Es esa «magia» la que parece estar hoy en peligro. En primer lugar, porque los juegos resultan a veces más una hemorragia de gasto que una inversión. Un estudio de la Universidad de Oxford detalla que los juegos veraniegos más costosos de los últimos años han sido, por este orden, los de Londres, Barcelona, Moscú, Montreal y Pekín, y en los invernales Sochi, Turín, Nagano y Salt Lake City (comparando sus presupuestos en dólares de 2015). Según el estudio de Oxford, celebrar unos juegos de verano cuesta de media 20.000 millones de dólares, y 40.000 unos de invierno, incluyendo unos sobrecostes que alcanzaron el 720% en la olimpiada de Montréal, 266% en la de Barcelona, 151% en la de Atlanta y 90% en la de Sydney. Eso sin contemplar aún —en el estudio de Oxford de 2016— los resultados de Río: infraestructuras con escaso uso posterior, una pobre imagen exterior y, sobre todo, un enorme déficit asumido por el país que atravesaba al tiempo la crisis institucional, económica y política del final del gobierno Lula.

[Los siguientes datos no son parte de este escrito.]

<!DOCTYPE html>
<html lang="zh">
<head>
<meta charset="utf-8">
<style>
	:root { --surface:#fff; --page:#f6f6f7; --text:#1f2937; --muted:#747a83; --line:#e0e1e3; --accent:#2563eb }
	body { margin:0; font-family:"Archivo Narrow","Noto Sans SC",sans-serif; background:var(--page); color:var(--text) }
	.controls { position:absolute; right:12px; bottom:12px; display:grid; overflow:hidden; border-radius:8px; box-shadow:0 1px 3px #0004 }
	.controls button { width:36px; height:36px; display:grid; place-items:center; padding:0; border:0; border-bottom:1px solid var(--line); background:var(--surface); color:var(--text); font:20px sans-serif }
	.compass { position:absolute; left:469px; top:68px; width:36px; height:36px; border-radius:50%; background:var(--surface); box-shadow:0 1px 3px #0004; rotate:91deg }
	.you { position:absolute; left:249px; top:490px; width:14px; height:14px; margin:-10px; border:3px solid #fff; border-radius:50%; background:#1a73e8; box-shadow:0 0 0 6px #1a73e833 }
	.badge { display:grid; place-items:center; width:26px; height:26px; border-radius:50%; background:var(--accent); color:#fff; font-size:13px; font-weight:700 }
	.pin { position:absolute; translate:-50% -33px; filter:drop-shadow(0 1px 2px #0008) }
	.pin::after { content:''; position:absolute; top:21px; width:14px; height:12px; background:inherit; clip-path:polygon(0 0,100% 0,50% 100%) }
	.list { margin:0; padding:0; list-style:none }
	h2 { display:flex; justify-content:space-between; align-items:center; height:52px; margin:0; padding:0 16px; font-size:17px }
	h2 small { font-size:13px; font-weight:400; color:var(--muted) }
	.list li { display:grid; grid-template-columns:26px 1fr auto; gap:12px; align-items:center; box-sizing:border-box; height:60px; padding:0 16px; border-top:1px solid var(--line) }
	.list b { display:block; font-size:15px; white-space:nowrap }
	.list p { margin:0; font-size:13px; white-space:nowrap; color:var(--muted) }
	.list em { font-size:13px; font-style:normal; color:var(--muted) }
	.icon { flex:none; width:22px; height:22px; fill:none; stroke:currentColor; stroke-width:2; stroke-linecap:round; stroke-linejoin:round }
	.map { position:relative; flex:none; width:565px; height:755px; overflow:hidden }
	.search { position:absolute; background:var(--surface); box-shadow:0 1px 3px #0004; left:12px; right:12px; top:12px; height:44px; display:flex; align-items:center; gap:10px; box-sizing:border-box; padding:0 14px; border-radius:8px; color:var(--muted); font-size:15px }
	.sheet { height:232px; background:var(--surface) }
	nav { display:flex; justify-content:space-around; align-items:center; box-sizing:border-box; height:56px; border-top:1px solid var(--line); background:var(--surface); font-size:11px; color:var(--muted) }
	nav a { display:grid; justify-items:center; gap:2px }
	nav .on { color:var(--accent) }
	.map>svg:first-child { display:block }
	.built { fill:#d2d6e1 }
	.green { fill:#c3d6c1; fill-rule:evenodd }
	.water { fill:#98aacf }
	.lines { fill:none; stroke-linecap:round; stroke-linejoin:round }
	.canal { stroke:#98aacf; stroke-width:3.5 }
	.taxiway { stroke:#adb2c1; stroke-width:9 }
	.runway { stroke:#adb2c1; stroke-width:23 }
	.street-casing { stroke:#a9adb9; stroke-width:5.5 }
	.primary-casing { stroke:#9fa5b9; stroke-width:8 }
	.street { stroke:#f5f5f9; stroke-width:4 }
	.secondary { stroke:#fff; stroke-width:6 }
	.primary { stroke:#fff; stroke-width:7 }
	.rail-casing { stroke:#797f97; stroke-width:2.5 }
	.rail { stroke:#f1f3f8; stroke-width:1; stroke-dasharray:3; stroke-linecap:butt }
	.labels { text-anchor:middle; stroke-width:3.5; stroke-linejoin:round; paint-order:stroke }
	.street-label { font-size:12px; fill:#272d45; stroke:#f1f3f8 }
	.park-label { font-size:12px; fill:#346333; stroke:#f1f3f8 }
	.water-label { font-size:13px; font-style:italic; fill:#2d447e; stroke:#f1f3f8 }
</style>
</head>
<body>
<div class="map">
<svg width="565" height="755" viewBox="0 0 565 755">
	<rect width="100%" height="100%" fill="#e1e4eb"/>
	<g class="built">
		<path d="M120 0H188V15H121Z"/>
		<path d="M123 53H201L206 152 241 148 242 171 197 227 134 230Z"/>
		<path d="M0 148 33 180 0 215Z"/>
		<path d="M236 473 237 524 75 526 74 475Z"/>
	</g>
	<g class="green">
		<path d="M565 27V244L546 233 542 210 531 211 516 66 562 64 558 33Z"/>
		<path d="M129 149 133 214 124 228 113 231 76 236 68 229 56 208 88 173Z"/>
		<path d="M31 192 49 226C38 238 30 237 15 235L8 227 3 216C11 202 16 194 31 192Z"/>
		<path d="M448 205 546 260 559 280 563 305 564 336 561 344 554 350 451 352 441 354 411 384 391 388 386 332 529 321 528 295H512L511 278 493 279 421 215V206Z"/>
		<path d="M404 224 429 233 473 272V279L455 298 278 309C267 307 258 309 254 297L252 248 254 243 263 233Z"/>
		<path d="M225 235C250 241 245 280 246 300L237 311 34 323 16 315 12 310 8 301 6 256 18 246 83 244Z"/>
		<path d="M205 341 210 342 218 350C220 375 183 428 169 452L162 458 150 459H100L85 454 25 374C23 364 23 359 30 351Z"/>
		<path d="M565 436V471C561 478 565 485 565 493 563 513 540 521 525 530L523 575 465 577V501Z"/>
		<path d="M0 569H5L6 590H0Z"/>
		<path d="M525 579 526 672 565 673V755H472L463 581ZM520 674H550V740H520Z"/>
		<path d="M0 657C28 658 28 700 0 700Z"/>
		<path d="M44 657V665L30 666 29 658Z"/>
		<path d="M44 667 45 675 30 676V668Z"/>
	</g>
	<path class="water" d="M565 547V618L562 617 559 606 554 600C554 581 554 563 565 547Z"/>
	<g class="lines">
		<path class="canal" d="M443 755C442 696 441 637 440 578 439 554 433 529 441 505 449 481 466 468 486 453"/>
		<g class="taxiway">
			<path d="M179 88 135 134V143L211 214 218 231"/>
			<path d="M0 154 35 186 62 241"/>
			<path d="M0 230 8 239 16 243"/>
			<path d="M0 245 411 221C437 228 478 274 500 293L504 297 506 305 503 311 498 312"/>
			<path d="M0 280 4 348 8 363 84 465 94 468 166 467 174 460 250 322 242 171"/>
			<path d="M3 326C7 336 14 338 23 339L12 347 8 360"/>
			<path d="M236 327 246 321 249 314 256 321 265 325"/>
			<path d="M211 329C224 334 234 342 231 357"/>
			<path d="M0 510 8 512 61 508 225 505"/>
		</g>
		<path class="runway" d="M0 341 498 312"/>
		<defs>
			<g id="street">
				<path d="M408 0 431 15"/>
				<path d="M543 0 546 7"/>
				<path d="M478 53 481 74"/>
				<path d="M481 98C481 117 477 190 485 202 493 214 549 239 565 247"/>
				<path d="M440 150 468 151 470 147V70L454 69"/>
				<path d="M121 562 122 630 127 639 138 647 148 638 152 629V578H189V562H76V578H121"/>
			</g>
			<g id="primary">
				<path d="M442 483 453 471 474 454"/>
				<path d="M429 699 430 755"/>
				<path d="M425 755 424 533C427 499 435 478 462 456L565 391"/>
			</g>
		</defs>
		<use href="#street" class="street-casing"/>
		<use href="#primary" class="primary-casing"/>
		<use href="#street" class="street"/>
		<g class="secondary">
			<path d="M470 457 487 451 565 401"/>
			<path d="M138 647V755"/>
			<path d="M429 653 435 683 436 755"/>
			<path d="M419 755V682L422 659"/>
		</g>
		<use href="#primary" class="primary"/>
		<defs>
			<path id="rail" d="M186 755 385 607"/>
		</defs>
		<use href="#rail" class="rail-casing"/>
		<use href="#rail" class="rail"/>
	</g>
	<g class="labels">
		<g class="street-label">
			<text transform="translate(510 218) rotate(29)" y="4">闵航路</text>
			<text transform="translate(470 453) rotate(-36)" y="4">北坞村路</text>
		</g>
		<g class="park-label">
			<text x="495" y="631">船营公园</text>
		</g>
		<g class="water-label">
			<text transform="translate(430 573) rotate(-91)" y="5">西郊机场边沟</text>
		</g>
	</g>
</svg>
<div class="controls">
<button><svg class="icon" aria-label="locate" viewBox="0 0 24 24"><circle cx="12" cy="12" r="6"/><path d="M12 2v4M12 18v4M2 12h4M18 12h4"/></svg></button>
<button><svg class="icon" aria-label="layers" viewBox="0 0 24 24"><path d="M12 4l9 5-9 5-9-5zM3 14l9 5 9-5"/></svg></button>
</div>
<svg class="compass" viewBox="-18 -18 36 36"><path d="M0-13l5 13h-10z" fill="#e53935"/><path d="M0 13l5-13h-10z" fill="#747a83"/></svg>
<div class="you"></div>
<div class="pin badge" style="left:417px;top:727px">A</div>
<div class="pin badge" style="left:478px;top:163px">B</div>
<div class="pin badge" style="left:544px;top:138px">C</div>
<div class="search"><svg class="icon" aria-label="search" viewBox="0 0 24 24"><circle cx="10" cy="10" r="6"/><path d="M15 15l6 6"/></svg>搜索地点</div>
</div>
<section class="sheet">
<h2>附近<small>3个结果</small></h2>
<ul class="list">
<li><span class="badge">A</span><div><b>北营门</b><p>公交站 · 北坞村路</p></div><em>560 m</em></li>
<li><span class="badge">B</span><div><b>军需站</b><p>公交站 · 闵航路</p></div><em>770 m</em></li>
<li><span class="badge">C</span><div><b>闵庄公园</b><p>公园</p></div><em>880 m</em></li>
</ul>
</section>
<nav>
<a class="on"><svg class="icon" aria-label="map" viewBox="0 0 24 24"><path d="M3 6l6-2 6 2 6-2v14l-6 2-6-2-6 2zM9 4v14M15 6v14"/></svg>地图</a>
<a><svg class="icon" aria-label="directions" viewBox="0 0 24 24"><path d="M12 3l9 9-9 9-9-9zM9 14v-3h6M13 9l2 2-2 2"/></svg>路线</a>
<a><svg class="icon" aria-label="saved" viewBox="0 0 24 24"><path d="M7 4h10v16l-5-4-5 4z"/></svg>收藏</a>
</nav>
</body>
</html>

En 2016, el Comité Olímpico Internacional desarrolló un paquete de reformas llamadas la «new norm» —en línea con las 40 recomendaciones de la estrategia 2020— para evitar los enormes déficits que los juegos habían producido en algunas sedes, y que será ya de plena aplicación en París 2024. Tarde para Japón: un informe oficial del Tribunal de Cuentas del estado japonés calculó a fines del año pasado que el coste total de Tokio 2020 superará los 26 mil millones de dólares (calculando la totalidad de los proyectos desarrollados para los juegos desde 2013 e incluyendo los costes considerados «administrativos» que nunca se habían agregado a la contabilidad oficial de los juegos). Solo el evento en sí mismo podría alcanzar un coste de 7.500 millones de dólares, siete veces el presupuesto inicial y por encima de la estimación del comité organizador que, a finales de 2018, fijó el coste de los juegos en su última revisión del presupuesto en 5.600 millones de dólares en un país cuya economía sigue tratando de recuperar los indicadores de hace una década.

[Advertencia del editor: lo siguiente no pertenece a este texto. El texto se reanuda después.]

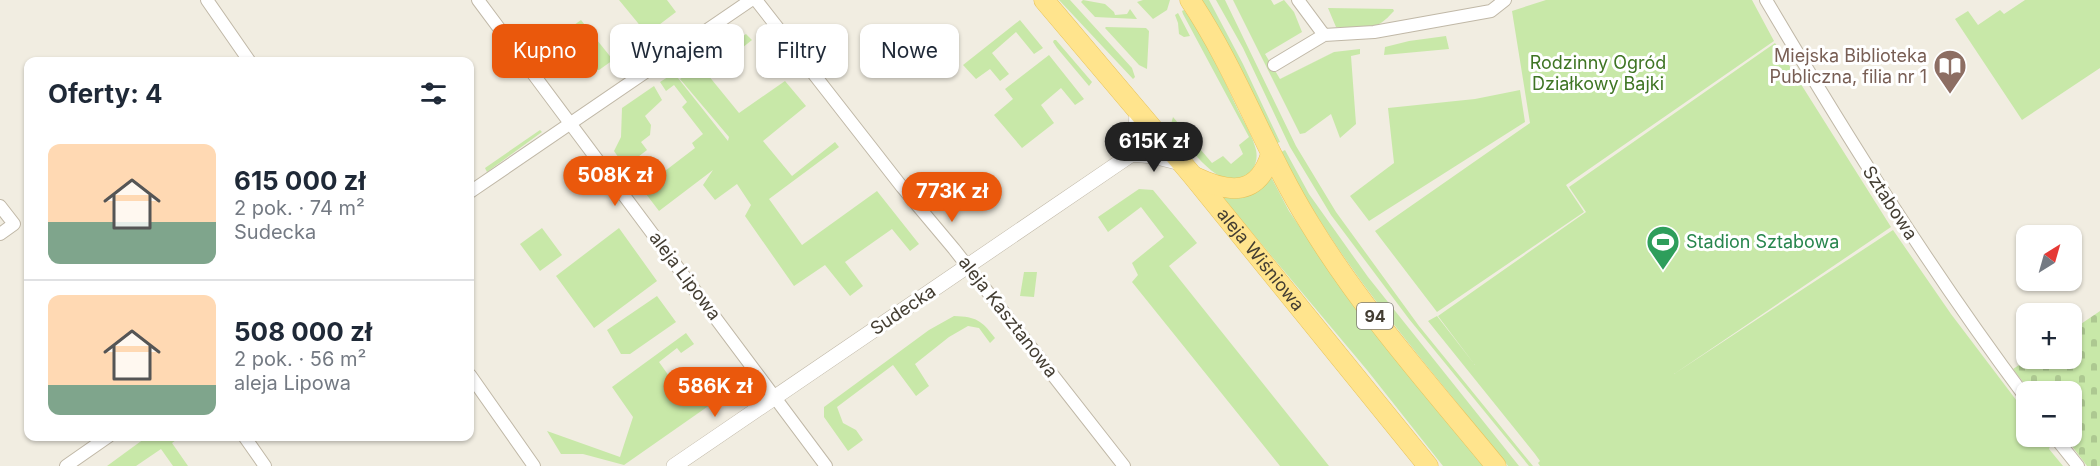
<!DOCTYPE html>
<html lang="pl">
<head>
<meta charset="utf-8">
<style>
	body { margin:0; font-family:Inter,sans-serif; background:#f6f6f7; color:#1f2937; height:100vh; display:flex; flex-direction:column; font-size:22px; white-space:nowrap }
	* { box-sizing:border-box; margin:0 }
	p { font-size:20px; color:#747a83 }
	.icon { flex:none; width:33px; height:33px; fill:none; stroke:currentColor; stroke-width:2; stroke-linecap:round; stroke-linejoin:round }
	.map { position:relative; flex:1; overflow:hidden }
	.drawer { position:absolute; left:24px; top:57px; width:450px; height:384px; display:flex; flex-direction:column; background:#fff; border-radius:12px; box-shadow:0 2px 4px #0004 }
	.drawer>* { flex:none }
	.top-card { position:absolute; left:492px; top:24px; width:570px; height:54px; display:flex; gap:12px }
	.needle { width:39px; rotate:37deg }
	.fabs { position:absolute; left:2016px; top:225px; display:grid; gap:12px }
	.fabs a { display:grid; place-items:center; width:66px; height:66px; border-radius:12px; background:#fff; box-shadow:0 2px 4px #0004; font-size:30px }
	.price { position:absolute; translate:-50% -51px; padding:0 14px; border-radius:21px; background:#ea580c; color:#fff; font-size:20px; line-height:39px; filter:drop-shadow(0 2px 3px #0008) }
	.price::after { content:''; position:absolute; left:50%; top:36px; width:18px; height:14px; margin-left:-9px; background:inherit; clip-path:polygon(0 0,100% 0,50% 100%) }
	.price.active { background:#222; color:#fff }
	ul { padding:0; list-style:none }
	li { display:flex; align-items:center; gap:18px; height:150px; padding:0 24px }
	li+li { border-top:2px solid #e0e1e3 }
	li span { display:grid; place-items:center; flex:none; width:168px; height:120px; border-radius:12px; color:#555 }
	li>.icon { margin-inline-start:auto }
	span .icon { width:72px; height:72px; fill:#fffc; stroke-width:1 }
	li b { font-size:26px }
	h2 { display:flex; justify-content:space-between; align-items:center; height:72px; padding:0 24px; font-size:26px }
	.chip { padding:0 21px; border-radius:12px; background:#fff; box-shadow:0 2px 4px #0004; font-size:21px; line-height:54px }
	.chip.active { background:#ea580c; color:#fff }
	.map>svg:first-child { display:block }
	.green { fill:#c8e8a8 }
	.cemetery { fill:url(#cemetery-stones) }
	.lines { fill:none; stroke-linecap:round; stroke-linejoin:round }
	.minor-casing { stroke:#c0b8a7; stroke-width:14 }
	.tertiary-casing { stroke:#c0b8a7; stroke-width:16 }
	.primary-casing { stroke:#e7c35a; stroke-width:21 }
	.minor { stroke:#fff; stroke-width:12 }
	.tertiary { stroke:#fff; stroke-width:15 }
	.primary { stroke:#ffe48d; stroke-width:20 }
	.labels { text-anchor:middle; stroke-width:6; stroke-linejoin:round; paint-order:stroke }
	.shield { fill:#fff; stroke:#7b7770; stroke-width:1.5 }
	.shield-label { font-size:16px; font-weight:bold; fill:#433d32 }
	.education-label { font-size:18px; fill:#785e54; stroke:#fff; text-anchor:end }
	.park-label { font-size:18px; fill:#3f7524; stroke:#fff }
	.street-label { font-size:18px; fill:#433d32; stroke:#fff }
	.leisure-label { font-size:18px; fill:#27864d; stroke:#fff; text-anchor:start }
</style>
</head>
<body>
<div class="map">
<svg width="2100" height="466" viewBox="0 0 2100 466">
	<defs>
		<pattern id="cemetery-stones" width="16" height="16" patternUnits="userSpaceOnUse" patternTransform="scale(1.5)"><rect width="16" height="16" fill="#c8e8a8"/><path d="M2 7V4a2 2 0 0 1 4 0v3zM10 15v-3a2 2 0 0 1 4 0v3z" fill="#adc891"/></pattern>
	</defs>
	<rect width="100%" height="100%" fill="#f1ede1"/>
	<!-- green -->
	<path class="green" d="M619,0H667L676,12L647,34Z
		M1059,0H1070L1132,68L1135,77L1133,79Z
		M1083,0L1105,4L1114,12L1115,15L1127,14L1130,9L1137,19L1095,17L1081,2Z
		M1143,0H1170L1167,10L1153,19L1137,2Z
		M1202,0H1209L1243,64L1280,142L1277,143L1227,43Z
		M1216,0H1225L1296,146L1336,212L1419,326L1533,466H1529L1409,319L1331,215L1290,147L1243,48Z
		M1233,0H1271L1274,5L1284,0L1294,12L1302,32L1265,54L1280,79L1334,52L1360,49V54L1351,56L1356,124L1340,138L1331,114L1305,133L1300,134Z
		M1546,0H1752L1774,41L1566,185L1584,212L1437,312L1375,231L1530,123L1512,11Z
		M2025,0H2100V68L2022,120L1955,19L1968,11L1978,25L2000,10L2004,14Z
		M1328,8L1393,9L1394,11C1390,15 1385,21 1379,24C1369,31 1348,28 1336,27Z
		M1184,10C1207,41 1223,78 1239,112C1245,124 1253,137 1256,150C1258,159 1255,169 1248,175C1220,197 1186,142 1171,124L1173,117L1212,163L1223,156L1231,164L1243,154L1239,145L1249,137L1183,14L1182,11Z
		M1178,13L1190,36L1184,37L1179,34L1178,23L1175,15Z
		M581,20L613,60L599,70L559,64L545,46Z
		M1020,20L1043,48L1034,54L1016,32L992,53L1009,74L1000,81L990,69L976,79L963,65Z
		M1106,27L1146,28L1149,31L1147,69L1139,65L1105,28Z
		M746,34L752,40L708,75L739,113L785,81L806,106L763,141L792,176L835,142L839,147L769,199L802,245L877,191L919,244L910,251L892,229L845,262L863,286L850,296L825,265L794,286L745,216L751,205L737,184L715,200L703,185L713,170L659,211L630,173L651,156L665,171L695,148L692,143L703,134L682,107L687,102L674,85L666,91L660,82L674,73L728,141L729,137L680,79Z
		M1446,36L1449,49L1384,55L1385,47L1409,41Z
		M1054,40H1056L1092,82L1089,86L1057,48L1053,42Z
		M1775,43L1891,227L1674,374L1893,230L1951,314L2026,413V436L2046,437L2051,443L2049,449L2063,466H1540L1538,463L1540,461L1535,454L1428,321L1437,316L1475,365L1438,316L1586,212L1569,187Z
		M1049,55L1084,99L1075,105L1061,88L1041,105L1054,123L1022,148L994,115L1013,99L1005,89Z
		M654,86L662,100L645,116L651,125L650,135L641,142L647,150L625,167L614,151L621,137L622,108Z
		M1520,90L1525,122L1369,221L1350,196L1394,163L1388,108L1475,99Z
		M540,130L542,132L487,172L485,168Z
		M1285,150L1309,194L1368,277L1519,466H1508C1428,365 1339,268 1281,152Z
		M1270,175L1289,211L1343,291L1483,466H1443L1367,370L1223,198C1248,198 1254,193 1270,175Z
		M1139,189L1153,190L1197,243L1169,266L1329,466H1280L1132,282L1138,275L1132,263L1164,237L1141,207L1108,232L1098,217Z
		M542,228L562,255L540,271L520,244Z
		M619,228L657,281L594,328L556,276Z
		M1024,272H1037L1034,297L1020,296Z
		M657,296L676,322L630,354H621L607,330Z
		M954,316C977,317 981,320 995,338L990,343L979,328L968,326L949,337L915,364L929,386L916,396L893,365L837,407L843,423L856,430L863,440L848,451L824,417V407L929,330Z
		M686,333L694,344L681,353L677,348L659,362L686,400L717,380L727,393L624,465L583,454H561L547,431L620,457L633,417L612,387Z
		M148,436L180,437L172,443L188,466H173L161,449L136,466H107Z"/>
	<!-- cemetery -->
	<path class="cemetery" d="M2100,311V466H2087L2065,437L2072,436V392L2030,391L2013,369L2028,359L2072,358V330Z"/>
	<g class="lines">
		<!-- minor casing -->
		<g class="minor-casing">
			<path id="minor" d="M207,0L250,62
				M478,0L826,466
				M756,0L902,187L954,249L1124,466
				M1766,0C1847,137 1931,271 2026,398
				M1324,35L1374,32L1491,11L1505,0
				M1274,65L1324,35L1298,0
				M470,192L751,0
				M0,206L14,224L0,234
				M470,375L534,466
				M244,436L265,466
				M2054,436L2078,466
				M66,466L109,436"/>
		</g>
		<!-- tertiary casing -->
		<g class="tertiary-casing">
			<path id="tertiary" d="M1132,154L1136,136L1137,110
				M674,466L1132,154L1153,156L1181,163"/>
		</g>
		<!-- primary casing -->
		<g class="primary-casing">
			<g id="primary">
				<path id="s1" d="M1044,0L1192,175L1428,466"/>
				<path d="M1190,0C1237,70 1265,152 1310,224C1363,311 1432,388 1496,466"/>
				<path d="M1195,177C1229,193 1258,197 1271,154"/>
			</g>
		</g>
		<!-- minor -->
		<use href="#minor" class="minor"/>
		<!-- tertiary -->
		<use href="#tertiary" class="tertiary"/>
		<!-- primary -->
		<use href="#primary" class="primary"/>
	</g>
	<!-- icons -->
	<defs>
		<g id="library-pin" transform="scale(1.725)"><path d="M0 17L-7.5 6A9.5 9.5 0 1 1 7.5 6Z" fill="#8d6e63" stroke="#fff"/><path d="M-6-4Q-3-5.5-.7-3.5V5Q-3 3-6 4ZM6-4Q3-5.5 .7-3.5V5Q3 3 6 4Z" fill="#fff"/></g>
		<g id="stadium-pin" transform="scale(1.725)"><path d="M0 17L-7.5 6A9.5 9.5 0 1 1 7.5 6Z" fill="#2e9e5b" stroke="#fff"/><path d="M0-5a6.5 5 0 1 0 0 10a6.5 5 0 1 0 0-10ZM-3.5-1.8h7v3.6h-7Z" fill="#fff"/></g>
	</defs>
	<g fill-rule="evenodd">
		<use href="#library-pin" x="1950" y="66"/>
		<use href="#stadium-pin" x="1663" y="242"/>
	</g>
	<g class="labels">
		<!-- shield labels -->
		<rect class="shield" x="1357" y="303" width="36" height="26" rx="4.5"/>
		<g class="shield-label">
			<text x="1375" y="322">94</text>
		</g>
		<!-- education labels -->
		<g class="education-label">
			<text x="1927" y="62">Miejska Biblioteka<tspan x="1927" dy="21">Publiczna, filia nr 1</tspan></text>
		</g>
		<!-- park labels -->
		<g class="park-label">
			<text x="1598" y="69">Rodzinny Ogród<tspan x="1598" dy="21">Działkowy Bajki</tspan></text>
		</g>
		<!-- street labels -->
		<g class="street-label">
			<text transform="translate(1890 203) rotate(57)" y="6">Sztabowa</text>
			<text dy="6" stroke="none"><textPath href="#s1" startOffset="338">aleja Wiśniowa</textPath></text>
			<text transform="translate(685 276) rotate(53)" y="6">aleja Lipowa</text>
			<text transform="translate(903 310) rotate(-34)" y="6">Sudecka</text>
			<text transform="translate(1008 317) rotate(52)" y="6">aleja Kasztanowa</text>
		</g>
		<!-- leisure labels -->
		<g class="leisure-label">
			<text x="1686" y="248">Stadion Sztabowa</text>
		</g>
	</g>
</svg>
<div class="fabs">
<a><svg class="needle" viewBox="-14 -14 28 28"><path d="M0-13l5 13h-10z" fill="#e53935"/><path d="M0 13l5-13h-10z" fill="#747a83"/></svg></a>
<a>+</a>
<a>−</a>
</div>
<b class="price active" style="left:1154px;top:173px">615K zł</b>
<b class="price" style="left:615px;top:207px">508K zł</b>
<b class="price" style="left:952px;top:223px">773K zł</b>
<b class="price" style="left:715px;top:418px">586K zł</b>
<div class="top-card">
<a class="chip active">Kupno</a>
<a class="chip">Wynajem</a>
<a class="chip">Filtry</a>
<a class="chip">Nowe</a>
</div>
<section class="drawer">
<h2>Oferty: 4<svg class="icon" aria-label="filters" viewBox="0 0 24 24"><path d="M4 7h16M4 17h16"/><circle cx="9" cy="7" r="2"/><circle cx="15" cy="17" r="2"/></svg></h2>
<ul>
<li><span style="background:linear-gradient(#ffd9b3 65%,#7fa58c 0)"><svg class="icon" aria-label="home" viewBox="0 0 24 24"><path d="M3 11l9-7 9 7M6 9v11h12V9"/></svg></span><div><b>615 000 zł</b><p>2 pok. · 74 m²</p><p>Sudecka</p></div></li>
<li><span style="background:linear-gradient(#ffd9b3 75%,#7fa58c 0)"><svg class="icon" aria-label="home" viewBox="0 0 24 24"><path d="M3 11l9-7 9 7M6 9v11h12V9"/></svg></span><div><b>508 000 zł</b><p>2 pok. · 56 m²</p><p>aleja Lipowa</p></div></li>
</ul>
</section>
</div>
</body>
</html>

Lo peor, sin embargo, para la «magia» que el COI quiere preservar son los numerosos y recurrentes escándalos de corrupción que rodean al movimiento olímpico. Los últimos afectan al proceso de selección de las sedes. A principios de julio el exgobernador de Rio, Sérgio Cabral, reconoció ante la justicia brasileña haber pagado 2 millones de dólares a miembros del COI para garantizar la elección de la capital carioca como sede de los juegos de verano de 2016. La investigación, iniciada por la fiscalía francesa en 2017 y continuada después en Brasil, condujo a la detención del presidente del Comité Olímpico Brasileño, Carlos Arthur Nuzman y de uno de los principales contratistas de las obras del evento, Arthur César de Menezes Soares Filho —conocido como O Rei Arthur—. Francia continúa por su parte con su investigación, en la que ha implicado al presidente del Comité Olímpico japonés, Tsunekazu Takeda, por compra de votos para la candidatura de Tokio 2020. Takeda ha negado las acusaciones al tiempo que el COI le expulsaba de la organización, mientras la investigación avanza. Y también el Departamento de Estado de EEUU trabaja en las conexiones de organizaciones internacionales de lavado de dinero con la corrupción en las instituciones deportivas. Los juegos de Tokio tienen muchos desafíos, muchos más, que los de mejorar la imagen de Japón en el mundo.